→ ACTION ITEM
Report every line of the data that includes "Chapí".
(INPUT Opens)
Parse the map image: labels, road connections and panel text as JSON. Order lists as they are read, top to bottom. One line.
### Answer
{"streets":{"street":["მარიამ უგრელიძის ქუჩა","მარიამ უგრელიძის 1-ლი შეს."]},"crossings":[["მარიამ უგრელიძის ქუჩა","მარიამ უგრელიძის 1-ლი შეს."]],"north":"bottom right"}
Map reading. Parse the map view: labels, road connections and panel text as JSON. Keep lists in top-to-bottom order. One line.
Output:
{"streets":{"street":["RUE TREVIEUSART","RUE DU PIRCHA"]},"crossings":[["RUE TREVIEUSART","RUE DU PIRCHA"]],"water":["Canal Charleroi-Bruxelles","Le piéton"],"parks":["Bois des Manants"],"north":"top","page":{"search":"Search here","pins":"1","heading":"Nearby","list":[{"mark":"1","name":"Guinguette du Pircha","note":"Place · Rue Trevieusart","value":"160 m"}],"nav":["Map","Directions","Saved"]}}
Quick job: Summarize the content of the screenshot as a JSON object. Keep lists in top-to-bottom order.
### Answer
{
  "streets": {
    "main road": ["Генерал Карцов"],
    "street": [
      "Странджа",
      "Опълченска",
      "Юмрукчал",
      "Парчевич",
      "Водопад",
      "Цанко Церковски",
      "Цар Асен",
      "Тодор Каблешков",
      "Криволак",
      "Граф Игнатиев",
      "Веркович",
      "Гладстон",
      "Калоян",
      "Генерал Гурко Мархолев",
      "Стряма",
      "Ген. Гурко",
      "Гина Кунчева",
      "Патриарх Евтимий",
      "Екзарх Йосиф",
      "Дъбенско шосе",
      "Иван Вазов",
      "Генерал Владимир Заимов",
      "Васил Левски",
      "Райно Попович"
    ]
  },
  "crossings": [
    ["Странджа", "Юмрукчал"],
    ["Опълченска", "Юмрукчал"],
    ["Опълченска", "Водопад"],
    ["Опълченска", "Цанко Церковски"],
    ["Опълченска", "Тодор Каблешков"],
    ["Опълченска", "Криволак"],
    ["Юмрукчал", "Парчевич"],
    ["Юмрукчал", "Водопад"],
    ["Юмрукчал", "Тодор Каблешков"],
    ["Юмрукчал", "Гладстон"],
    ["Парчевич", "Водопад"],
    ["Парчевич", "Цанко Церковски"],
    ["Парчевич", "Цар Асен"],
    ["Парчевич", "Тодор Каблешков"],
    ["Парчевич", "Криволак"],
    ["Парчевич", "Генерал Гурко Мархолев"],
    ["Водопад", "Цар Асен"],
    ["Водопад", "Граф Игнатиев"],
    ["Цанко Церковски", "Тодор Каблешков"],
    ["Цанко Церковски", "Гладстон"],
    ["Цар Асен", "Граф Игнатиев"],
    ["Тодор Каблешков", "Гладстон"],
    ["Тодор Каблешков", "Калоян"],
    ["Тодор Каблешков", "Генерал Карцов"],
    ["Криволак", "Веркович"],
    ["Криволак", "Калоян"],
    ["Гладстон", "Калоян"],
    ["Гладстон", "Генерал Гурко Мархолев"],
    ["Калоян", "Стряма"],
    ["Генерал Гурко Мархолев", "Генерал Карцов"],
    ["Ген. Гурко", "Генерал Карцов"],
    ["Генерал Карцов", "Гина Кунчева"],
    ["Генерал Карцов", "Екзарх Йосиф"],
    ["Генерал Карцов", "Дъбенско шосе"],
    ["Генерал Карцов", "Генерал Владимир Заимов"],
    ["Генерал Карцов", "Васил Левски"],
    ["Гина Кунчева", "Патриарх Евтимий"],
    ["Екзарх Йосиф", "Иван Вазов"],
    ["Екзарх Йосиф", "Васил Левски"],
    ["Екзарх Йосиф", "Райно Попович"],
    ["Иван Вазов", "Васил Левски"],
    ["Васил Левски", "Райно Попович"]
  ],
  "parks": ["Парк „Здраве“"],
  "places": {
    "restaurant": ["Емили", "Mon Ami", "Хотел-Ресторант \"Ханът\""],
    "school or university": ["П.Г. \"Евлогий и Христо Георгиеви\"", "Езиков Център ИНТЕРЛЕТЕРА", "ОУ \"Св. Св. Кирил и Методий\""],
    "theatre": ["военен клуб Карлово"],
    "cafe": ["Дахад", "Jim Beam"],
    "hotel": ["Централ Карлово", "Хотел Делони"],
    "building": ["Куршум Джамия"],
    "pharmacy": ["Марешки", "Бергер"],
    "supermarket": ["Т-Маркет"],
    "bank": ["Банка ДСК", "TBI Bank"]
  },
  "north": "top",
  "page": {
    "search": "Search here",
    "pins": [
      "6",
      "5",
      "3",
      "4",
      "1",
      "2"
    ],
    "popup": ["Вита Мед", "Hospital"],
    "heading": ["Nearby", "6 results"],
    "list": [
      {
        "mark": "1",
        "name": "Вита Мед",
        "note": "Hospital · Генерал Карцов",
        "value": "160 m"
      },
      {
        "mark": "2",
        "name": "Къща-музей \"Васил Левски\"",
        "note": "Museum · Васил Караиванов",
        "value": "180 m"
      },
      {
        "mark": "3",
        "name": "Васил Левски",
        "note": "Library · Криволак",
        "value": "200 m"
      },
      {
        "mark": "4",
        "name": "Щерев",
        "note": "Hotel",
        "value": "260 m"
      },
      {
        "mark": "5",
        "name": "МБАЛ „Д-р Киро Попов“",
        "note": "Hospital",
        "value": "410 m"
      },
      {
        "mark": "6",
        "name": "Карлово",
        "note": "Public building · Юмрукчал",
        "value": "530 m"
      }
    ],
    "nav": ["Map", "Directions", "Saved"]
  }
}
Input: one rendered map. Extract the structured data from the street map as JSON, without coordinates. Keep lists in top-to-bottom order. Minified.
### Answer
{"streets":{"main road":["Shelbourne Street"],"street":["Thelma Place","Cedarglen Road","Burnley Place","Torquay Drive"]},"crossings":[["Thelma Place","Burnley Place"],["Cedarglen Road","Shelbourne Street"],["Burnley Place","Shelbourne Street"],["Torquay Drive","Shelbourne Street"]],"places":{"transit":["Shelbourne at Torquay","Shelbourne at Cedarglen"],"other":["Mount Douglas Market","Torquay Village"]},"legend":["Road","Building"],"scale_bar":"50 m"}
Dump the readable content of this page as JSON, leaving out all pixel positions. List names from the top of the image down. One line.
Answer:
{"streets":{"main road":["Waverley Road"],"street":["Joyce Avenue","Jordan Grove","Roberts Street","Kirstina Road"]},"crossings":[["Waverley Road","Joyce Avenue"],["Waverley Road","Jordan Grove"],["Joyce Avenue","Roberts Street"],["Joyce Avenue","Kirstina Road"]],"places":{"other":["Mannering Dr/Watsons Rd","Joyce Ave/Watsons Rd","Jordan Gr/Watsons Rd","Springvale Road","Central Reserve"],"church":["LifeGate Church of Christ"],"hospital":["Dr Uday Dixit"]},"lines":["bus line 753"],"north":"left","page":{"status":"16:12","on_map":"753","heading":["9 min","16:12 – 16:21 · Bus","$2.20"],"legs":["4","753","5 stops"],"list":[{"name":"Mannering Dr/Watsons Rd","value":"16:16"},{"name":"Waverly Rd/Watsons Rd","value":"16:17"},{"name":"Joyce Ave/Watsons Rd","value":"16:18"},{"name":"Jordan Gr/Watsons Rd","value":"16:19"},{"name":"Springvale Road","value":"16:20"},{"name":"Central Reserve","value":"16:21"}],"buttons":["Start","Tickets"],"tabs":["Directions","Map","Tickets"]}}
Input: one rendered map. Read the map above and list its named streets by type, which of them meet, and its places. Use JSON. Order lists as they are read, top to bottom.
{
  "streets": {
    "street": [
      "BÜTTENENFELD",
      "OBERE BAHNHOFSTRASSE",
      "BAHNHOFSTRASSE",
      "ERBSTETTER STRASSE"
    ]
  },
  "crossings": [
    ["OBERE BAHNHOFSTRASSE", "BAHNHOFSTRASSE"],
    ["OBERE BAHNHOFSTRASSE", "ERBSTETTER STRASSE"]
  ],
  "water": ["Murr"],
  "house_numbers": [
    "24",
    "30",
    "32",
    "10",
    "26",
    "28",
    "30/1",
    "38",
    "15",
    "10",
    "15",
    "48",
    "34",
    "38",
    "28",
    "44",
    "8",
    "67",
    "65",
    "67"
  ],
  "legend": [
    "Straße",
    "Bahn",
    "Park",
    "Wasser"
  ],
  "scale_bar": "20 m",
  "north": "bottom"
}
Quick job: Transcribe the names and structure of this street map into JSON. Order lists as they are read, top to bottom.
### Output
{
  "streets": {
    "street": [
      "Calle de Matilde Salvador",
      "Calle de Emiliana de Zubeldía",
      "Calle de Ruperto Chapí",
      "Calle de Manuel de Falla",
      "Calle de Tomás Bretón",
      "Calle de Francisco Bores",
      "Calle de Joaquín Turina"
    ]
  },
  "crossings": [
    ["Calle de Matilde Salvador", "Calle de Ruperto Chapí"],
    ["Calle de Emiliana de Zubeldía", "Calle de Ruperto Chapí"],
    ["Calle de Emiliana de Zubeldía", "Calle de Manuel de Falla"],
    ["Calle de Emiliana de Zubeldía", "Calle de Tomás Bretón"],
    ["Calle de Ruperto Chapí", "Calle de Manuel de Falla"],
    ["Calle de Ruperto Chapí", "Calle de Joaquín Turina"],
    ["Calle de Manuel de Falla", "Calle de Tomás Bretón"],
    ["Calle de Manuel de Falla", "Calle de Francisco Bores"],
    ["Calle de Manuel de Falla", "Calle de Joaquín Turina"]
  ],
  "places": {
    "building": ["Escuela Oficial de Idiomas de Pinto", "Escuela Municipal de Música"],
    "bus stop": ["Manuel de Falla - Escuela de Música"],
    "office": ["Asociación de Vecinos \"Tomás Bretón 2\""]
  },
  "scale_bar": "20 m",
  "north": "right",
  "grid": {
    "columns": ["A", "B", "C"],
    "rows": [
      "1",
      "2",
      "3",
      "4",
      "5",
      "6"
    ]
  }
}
(INPUT Closes)
→ RESULT
      "Calle de Ruperto Chapí",
    ["Calle de Matilde Salvador", "Calle de Ruperto Chapí"],
    ["Calle de Emiliana de Zubeldía", "Calle de Ruperto Chapí"],
    ["Calle de Ruperto Chapí", "Calle de Manuel de Falla"],
    ["Calle de Ruperto Chapí", "Calle de Joaquín Turina"],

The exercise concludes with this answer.